### Work task
Search the entries for lines that contain the word "butt", and report each one found.

### Data items
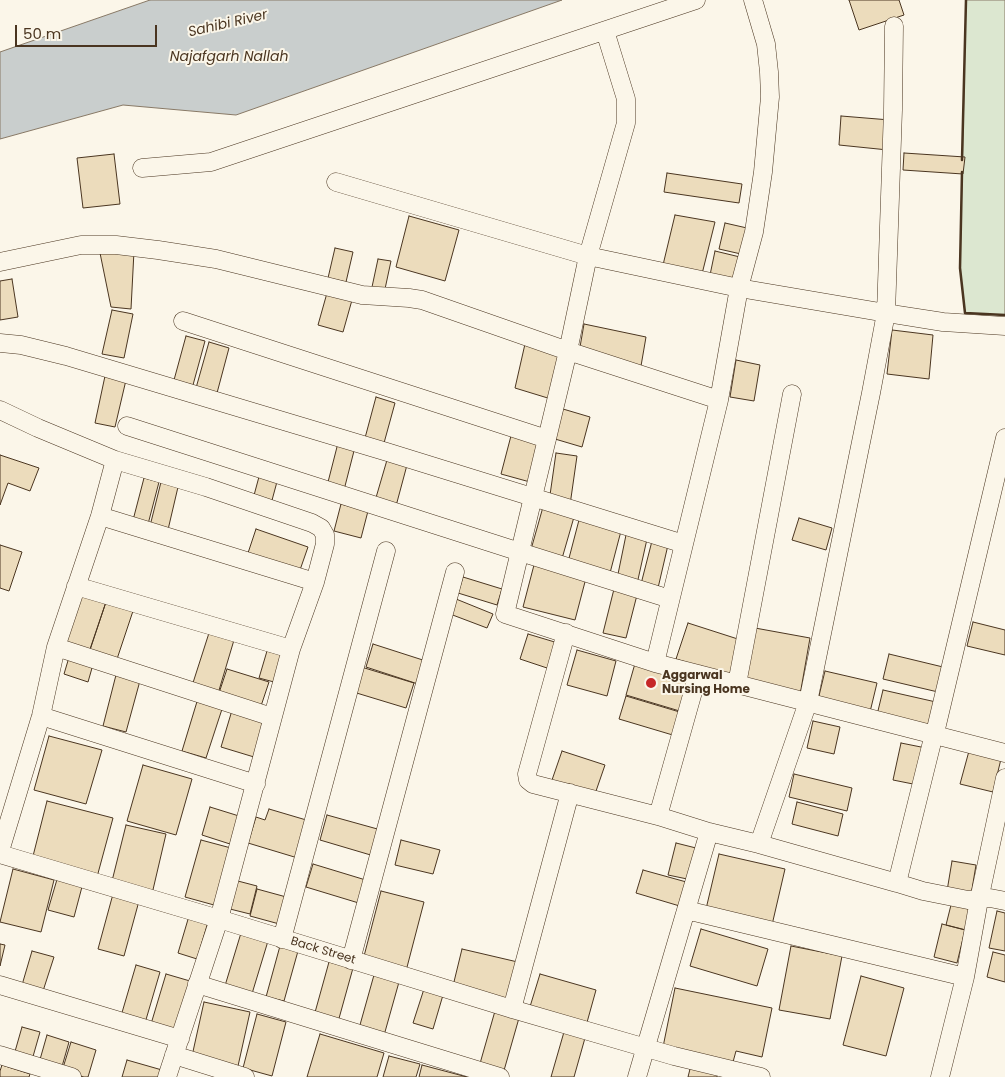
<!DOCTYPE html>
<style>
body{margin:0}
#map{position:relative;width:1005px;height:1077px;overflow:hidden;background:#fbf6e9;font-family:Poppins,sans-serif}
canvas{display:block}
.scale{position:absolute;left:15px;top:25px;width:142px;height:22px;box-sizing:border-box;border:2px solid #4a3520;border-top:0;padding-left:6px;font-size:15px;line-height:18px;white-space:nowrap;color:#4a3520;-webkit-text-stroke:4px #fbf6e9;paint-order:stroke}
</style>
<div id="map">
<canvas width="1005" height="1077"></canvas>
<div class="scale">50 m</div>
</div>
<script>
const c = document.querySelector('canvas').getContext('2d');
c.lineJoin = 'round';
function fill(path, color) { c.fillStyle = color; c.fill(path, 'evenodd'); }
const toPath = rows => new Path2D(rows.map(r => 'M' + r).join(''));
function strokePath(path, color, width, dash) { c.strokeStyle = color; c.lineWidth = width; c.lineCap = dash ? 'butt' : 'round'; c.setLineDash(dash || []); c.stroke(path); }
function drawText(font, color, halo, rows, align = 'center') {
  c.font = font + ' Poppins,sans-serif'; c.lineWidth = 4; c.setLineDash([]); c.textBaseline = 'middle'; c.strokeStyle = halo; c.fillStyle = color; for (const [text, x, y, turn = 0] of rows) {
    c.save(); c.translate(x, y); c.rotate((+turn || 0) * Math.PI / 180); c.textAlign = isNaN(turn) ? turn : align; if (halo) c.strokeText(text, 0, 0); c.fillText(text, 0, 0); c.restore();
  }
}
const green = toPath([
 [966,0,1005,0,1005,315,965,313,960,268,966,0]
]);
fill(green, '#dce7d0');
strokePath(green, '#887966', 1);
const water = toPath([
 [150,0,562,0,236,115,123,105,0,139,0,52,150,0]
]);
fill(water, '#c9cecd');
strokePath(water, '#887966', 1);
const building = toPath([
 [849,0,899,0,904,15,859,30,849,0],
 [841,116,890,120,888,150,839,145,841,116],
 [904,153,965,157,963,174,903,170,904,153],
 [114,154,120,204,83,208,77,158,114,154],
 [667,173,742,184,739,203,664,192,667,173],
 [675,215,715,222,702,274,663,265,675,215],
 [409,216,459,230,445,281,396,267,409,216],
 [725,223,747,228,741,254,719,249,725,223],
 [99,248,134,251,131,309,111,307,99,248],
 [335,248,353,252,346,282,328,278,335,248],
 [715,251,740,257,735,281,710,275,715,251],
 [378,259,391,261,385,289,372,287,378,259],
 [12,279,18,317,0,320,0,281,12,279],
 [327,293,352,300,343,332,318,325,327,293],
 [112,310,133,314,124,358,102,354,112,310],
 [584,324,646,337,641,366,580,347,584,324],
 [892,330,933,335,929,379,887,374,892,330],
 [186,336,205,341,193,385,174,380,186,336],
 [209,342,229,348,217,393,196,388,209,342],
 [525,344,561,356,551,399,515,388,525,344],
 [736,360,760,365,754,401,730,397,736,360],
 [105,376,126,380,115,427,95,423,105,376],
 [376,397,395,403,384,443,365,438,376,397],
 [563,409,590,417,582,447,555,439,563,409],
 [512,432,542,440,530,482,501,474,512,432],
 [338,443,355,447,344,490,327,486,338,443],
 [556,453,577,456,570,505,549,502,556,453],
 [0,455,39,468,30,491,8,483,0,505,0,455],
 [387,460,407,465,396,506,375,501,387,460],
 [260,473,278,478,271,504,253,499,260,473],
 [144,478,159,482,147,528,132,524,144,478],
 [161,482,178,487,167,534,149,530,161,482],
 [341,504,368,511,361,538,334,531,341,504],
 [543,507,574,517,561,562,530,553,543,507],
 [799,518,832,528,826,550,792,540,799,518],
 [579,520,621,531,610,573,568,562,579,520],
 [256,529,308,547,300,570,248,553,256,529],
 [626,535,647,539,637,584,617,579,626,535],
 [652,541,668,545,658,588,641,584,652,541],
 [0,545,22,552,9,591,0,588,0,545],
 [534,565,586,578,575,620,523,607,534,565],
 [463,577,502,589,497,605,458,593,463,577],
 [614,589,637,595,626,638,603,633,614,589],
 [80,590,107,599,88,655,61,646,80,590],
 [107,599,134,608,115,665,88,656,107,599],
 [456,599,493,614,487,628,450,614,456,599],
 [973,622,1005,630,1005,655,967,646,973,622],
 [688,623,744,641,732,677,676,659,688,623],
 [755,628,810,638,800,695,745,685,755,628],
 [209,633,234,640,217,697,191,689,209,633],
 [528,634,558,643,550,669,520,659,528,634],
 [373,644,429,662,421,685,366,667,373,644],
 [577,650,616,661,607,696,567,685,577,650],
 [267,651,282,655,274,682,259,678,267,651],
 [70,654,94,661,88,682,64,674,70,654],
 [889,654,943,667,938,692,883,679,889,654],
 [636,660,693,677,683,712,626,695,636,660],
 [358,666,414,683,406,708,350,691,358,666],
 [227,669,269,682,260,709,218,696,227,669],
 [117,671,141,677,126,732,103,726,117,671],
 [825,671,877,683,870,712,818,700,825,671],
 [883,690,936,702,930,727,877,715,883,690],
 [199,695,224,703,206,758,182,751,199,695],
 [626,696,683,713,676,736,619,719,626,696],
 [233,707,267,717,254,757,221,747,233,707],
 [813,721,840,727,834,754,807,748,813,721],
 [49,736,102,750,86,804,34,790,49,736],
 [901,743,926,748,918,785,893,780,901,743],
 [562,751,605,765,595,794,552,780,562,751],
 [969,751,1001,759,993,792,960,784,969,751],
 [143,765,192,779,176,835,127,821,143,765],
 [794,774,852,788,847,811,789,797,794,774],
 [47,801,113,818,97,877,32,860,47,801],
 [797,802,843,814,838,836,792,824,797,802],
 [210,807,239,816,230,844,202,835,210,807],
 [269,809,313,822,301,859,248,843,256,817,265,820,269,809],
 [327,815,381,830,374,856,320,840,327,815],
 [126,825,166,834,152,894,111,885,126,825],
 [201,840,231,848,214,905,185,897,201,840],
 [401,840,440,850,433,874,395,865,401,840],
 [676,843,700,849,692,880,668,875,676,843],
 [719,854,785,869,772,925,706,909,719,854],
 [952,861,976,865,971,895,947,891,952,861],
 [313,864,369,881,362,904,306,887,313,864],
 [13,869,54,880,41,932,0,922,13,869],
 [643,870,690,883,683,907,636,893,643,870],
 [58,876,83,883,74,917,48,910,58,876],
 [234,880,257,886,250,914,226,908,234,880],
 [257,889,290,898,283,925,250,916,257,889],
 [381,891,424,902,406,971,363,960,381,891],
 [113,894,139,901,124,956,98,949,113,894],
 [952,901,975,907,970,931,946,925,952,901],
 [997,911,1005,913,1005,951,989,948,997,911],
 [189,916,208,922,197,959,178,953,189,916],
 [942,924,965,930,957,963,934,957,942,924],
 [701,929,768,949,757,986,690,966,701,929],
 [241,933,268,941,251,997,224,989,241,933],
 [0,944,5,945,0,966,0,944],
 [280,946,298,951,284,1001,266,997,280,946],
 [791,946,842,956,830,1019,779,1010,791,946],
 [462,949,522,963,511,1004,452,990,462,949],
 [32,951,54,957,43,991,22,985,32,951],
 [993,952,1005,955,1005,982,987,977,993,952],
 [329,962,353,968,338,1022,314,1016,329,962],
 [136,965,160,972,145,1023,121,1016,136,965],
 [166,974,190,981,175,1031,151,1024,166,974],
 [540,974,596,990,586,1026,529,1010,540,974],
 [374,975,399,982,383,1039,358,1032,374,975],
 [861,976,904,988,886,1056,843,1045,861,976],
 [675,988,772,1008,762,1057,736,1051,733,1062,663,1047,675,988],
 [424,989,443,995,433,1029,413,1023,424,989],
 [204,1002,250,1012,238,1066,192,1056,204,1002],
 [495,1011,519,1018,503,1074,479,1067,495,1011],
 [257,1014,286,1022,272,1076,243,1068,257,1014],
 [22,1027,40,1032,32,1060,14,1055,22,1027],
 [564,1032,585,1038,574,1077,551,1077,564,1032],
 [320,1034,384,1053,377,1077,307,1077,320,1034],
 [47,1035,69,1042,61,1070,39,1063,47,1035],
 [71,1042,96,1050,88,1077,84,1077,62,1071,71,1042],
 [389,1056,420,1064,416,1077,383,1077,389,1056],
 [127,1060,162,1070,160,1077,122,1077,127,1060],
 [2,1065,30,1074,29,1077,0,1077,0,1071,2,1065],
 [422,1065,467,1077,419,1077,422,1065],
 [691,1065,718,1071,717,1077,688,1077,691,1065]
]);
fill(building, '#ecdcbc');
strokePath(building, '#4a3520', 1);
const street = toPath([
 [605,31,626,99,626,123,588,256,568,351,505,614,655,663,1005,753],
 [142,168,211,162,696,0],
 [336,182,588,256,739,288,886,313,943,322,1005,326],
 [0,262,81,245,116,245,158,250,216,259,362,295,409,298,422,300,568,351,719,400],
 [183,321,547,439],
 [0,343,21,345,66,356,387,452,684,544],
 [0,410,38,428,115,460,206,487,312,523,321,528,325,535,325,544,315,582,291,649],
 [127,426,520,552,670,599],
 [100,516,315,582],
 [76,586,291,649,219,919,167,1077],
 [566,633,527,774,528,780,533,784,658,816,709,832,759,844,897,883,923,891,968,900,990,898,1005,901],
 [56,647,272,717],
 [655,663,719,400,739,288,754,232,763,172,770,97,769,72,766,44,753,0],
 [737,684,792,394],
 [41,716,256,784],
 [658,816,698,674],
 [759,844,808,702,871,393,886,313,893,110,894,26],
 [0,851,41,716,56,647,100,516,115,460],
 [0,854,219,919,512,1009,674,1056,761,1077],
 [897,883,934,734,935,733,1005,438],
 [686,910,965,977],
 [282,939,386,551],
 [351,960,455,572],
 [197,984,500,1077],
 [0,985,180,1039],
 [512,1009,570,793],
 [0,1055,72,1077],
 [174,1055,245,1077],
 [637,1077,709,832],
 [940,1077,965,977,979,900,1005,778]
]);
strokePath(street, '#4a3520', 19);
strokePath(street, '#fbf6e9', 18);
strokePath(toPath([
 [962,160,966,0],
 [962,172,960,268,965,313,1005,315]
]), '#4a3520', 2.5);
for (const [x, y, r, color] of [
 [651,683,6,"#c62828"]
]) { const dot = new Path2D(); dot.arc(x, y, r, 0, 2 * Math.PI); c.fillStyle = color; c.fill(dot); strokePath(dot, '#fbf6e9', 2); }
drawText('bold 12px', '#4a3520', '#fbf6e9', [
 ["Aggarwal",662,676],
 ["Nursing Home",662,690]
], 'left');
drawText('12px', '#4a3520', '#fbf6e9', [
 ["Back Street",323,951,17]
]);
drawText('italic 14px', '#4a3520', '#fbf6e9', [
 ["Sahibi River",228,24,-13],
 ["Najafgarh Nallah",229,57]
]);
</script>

==

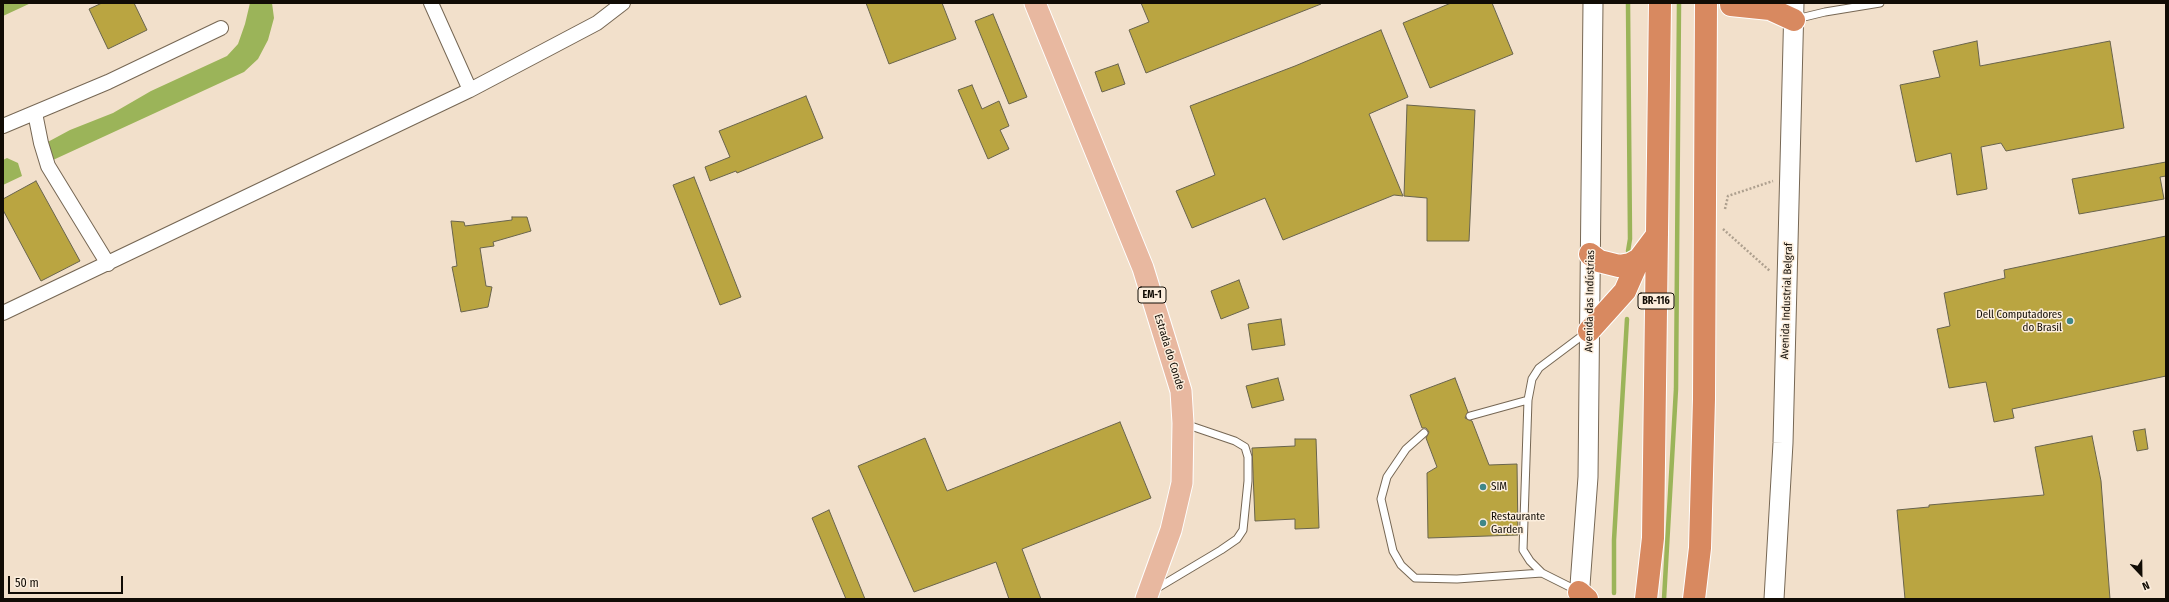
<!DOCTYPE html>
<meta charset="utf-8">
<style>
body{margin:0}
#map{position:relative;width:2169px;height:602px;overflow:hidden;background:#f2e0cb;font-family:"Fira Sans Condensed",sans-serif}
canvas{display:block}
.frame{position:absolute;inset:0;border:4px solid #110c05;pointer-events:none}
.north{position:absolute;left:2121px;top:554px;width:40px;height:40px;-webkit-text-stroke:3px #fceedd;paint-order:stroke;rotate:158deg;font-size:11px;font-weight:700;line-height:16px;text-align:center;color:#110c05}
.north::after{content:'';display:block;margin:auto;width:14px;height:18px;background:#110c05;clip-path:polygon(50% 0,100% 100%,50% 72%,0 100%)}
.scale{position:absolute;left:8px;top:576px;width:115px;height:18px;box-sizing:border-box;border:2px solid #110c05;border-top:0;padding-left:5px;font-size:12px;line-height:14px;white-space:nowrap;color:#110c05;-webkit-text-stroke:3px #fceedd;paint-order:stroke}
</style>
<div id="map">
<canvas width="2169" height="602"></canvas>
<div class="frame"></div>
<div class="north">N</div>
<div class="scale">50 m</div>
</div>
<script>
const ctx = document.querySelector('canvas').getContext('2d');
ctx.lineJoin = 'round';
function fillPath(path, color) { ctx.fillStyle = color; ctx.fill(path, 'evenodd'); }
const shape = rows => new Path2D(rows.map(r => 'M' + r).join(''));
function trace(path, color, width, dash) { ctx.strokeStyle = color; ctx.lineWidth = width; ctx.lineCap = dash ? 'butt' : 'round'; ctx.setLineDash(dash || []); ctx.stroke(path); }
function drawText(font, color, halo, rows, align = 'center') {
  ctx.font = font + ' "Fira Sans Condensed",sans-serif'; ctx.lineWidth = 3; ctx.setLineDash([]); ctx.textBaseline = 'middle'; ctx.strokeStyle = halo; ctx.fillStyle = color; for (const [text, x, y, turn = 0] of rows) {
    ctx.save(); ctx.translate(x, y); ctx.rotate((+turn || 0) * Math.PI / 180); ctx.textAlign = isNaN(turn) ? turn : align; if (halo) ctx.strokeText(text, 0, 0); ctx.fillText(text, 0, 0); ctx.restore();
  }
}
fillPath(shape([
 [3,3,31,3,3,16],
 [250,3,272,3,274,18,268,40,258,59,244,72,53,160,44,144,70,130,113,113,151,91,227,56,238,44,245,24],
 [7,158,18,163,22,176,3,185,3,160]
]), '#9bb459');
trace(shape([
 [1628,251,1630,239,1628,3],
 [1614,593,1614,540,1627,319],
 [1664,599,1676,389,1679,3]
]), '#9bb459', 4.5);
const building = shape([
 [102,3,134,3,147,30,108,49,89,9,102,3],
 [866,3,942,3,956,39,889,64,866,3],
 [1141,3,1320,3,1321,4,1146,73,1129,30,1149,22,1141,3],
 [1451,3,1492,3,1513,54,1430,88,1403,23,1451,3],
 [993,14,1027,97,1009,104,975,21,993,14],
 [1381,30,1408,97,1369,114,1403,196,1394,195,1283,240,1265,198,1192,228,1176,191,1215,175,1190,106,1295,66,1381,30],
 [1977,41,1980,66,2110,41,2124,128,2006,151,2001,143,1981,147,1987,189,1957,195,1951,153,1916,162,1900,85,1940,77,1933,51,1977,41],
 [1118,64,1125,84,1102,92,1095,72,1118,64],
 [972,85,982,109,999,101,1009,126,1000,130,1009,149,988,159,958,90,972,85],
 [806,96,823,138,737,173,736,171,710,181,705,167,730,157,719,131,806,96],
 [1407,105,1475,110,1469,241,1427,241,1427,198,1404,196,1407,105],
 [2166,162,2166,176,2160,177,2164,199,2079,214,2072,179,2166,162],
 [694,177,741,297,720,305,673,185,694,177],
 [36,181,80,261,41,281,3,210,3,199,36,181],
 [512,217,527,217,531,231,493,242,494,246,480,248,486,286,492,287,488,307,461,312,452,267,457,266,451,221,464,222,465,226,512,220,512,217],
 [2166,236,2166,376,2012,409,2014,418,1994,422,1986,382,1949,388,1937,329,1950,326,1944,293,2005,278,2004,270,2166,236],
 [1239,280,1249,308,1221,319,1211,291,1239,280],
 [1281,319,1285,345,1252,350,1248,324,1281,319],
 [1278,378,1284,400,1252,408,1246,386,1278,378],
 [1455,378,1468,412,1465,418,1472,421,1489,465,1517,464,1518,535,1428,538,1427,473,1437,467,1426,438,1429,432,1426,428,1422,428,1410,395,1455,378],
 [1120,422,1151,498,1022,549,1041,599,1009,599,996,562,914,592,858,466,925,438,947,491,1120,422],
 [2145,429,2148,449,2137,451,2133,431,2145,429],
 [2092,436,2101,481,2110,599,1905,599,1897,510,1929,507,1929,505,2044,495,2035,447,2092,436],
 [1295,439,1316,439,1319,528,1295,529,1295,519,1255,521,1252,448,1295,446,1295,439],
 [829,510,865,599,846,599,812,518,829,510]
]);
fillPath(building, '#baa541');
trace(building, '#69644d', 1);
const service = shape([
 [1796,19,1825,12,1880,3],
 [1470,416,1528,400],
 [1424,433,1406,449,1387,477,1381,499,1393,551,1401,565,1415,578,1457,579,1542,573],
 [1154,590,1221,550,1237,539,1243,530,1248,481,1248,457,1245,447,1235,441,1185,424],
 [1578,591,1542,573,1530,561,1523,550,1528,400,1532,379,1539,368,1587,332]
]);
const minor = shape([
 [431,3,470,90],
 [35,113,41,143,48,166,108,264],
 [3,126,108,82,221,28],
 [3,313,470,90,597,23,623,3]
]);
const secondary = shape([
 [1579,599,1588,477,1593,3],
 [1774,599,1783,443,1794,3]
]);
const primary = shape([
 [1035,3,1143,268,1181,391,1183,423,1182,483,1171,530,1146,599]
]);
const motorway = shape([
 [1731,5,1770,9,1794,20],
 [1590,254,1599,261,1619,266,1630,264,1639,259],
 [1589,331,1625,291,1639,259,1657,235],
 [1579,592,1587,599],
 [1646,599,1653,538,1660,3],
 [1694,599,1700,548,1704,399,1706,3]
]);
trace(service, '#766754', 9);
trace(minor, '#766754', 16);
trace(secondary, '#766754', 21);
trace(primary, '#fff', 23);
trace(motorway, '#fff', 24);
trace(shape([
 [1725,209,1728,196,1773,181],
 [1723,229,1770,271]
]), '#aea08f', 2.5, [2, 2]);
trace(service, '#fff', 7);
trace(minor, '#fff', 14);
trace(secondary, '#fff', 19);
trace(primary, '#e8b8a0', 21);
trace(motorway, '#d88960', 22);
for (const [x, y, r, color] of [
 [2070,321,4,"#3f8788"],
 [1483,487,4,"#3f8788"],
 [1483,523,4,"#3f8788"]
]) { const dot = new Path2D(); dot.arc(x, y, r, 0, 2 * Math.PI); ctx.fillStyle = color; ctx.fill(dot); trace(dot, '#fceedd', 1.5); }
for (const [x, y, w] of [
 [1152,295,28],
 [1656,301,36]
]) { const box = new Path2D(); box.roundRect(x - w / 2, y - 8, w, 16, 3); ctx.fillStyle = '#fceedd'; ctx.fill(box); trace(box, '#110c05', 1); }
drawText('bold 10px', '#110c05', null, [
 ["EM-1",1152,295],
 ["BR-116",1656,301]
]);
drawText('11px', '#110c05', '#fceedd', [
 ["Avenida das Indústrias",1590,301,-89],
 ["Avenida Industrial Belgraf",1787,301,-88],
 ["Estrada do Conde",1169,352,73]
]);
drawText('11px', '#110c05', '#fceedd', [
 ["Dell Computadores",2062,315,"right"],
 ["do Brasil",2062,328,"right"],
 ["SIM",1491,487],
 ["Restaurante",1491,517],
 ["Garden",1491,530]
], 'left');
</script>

### Solution for this task
function strokePath(path, color, width, dash) { c.strokeStyle = color; c.lineWidth = width; c.lineCap = dash ? 'butt' : 'round'; c.setLineDash(dash || []); c.stroke(path); }
function trace(path, color, width, dash) { ctx.strokeStyle = color; ctx.lineWidth = width; ctx.lineCap = dash ? 'butt' : 'round'; ctx.setLineDash(dash || []); ctx.stroke(path); }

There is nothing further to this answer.